Work order: The records below hold a stretch from the line with "Annotate the map" through the line with "Detect all text"; return exactly those lines, ends included, and nothing more.
++++++++++++++++++++
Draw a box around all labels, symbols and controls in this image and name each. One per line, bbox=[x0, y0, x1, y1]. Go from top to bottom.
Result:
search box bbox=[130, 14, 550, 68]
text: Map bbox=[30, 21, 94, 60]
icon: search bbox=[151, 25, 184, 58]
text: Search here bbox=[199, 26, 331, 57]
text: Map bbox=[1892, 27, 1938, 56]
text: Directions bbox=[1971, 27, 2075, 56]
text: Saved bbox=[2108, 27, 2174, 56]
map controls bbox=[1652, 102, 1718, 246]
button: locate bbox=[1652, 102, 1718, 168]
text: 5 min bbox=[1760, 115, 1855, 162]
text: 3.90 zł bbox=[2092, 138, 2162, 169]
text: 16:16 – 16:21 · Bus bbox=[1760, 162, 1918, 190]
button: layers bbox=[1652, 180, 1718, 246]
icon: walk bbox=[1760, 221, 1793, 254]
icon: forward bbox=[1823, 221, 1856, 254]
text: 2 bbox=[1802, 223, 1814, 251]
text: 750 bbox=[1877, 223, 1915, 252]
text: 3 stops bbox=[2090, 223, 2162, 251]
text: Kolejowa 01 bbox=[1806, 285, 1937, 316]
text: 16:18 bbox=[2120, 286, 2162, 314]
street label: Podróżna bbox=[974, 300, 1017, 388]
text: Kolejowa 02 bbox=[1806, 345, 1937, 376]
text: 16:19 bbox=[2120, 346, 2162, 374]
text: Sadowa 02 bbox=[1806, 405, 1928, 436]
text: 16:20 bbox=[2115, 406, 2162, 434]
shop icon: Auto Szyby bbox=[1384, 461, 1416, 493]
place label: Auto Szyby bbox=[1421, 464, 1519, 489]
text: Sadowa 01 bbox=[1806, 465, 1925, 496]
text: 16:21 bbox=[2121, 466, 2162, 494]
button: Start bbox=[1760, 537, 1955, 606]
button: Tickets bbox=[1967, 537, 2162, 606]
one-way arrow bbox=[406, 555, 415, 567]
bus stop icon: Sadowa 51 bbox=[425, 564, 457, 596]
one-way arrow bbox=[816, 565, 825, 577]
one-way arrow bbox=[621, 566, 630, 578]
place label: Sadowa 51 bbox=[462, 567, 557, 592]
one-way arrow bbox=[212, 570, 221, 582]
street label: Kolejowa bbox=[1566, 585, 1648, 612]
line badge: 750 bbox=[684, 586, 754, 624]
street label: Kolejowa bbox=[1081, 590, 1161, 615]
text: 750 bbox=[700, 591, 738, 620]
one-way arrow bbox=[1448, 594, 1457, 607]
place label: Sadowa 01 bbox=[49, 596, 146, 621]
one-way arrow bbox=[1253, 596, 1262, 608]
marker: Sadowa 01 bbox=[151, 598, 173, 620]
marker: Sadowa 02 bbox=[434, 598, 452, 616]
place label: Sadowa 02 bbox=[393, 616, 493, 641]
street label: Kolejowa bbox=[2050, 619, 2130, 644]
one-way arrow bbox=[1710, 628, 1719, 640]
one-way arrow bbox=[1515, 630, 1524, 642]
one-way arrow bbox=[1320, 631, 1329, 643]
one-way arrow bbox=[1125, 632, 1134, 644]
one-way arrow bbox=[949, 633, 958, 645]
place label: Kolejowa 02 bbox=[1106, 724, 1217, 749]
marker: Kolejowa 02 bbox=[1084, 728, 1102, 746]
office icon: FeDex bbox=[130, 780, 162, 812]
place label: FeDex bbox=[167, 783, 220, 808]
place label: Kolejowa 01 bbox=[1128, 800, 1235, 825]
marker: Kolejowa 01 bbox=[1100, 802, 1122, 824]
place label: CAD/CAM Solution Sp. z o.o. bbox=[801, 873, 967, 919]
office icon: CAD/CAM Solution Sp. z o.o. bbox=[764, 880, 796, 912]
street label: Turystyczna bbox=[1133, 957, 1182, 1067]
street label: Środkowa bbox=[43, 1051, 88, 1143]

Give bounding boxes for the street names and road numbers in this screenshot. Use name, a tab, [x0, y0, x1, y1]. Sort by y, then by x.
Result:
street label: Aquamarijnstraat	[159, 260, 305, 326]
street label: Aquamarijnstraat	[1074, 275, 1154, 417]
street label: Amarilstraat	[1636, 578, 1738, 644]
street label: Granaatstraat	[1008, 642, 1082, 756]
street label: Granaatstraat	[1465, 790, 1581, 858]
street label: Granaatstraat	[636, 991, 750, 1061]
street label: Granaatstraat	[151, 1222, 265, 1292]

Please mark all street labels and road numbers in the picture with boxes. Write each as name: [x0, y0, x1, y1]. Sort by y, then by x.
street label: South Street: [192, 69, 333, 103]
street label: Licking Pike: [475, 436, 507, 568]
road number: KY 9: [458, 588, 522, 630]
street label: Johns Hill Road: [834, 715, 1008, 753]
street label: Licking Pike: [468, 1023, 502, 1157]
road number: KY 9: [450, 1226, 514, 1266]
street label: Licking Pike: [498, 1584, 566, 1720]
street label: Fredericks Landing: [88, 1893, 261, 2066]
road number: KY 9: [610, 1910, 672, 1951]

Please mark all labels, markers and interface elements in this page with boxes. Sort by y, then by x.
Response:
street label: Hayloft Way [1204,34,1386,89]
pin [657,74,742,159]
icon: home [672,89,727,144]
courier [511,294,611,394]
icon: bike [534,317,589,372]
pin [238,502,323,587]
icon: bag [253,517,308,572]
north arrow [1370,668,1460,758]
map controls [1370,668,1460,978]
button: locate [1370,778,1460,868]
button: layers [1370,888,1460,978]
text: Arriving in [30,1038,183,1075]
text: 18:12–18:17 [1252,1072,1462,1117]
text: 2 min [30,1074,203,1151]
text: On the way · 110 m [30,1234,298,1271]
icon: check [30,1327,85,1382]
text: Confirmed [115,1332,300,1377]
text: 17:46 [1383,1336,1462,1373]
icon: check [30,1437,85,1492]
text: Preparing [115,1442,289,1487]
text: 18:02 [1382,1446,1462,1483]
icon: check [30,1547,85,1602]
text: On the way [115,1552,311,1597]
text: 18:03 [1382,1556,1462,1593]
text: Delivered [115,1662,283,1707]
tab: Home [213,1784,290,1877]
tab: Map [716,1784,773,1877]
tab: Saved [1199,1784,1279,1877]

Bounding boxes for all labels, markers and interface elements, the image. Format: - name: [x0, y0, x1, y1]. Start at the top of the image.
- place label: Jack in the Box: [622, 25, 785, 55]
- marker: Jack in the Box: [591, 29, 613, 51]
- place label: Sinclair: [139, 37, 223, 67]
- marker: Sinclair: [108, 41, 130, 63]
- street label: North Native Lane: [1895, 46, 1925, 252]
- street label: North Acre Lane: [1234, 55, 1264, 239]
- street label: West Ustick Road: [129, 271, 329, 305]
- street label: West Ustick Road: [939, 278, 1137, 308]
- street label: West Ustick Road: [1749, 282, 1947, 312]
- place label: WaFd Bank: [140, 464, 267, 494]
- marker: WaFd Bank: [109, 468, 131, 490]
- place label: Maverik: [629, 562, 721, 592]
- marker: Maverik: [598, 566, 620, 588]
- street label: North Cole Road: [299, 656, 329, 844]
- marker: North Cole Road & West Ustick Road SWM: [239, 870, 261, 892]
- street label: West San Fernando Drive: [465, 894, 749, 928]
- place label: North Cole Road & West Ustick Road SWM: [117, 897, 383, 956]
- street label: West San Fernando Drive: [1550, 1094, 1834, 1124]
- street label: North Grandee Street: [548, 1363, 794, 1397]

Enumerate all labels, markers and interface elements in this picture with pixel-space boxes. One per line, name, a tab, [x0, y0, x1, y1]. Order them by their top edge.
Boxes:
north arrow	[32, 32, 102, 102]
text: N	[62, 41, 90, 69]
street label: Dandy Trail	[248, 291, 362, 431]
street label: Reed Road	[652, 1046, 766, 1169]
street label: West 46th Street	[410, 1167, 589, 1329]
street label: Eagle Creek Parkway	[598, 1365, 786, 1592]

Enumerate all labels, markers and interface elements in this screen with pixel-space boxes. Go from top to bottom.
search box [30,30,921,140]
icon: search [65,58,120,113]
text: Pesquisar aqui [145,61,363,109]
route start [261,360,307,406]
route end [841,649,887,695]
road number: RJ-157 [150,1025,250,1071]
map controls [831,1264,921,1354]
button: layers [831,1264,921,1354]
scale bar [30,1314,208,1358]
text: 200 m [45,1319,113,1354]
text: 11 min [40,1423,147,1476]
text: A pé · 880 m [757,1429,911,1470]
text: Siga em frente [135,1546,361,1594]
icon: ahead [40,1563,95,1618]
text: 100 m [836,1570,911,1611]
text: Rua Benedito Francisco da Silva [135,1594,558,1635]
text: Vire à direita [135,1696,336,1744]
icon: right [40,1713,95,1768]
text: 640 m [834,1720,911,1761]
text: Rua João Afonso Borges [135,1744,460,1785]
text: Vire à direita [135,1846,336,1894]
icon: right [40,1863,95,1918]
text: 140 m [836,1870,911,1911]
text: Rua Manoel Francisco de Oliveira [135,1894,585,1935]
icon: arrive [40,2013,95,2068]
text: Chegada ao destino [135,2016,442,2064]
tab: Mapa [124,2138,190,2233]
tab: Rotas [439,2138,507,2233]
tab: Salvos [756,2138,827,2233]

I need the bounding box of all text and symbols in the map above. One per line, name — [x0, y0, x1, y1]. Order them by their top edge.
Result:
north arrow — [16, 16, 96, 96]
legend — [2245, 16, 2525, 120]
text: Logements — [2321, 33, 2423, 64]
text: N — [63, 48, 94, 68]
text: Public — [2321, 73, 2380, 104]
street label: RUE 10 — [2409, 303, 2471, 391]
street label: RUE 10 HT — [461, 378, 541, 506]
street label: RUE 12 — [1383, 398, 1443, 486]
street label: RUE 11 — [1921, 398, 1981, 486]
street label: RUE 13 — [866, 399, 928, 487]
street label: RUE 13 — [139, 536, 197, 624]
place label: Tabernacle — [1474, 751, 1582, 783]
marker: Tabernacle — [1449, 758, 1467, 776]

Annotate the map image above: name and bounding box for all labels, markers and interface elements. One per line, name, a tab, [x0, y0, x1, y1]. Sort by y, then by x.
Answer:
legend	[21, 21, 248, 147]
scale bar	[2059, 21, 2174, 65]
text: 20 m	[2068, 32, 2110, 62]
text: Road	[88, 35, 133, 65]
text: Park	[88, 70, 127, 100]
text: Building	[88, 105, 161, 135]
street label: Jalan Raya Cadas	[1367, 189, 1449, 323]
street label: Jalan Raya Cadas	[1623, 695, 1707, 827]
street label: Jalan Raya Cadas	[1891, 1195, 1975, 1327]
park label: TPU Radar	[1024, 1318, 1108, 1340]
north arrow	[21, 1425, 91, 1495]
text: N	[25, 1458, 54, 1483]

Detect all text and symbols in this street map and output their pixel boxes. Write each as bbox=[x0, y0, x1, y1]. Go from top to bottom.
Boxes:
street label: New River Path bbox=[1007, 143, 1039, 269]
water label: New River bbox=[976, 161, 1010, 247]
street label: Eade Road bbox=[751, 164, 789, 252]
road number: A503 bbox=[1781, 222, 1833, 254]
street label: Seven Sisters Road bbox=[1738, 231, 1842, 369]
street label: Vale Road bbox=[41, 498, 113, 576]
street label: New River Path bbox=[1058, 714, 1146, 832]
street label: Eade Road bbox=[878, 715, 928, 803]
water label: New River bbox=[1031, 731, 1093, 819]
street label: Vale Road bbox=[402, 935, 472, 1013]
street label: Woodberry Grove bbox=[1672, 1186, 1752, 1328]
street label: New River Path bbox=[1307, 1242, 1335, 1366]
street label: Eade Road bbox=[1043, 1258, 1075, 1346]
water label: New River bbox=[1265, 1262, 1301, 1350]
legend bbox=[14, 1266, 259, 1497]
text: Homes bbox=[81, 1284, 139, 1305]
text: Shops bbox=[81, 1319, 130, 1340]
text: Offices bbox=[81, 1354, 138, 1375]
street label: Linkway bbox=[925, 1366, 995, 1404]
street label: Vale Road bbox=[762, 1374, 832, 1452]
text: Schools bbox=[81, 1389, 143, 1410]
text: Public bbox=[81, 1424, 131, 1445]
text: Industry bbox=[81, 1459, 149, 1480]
++++++++++++++++++++
Solved exercise:
Annotate the map image above: name and bounding box for all labels, markers and interface elements. One per line, name, a tab, [x0, y0, x1, y1]. Sort by y, then by x.
Answer:
legend	[21, 21, 248, 147]
scale bar	[2059, 21, 2174, 65]
text: 20 m	[2068, 32, 2110, 62]
text: Road	[88, 35, 133, 65]
text: Park	[88, 70, 127, 100]
text: Building	[88, 105, 161, 135]
street label: Jalan Raya Cadas	[1367, 189, 1449, 323]
street label: Jalan Raya Cadas	[1623, 695, 1707, 827]
street label: Jalan Raya Cadas	[1891, 1195, 1975, 1327]
park label: TPU Radar	[1024, 1318, 1108, 1340]
north arrow	[21, 1425, 91, 1495]
text: N	[25, 1458, 54, 1483]

Detect all text and symbols in this street map and output their pixel boxes. Write each as bbox=[x0, y0, x1, y1]. Go from top to bottom.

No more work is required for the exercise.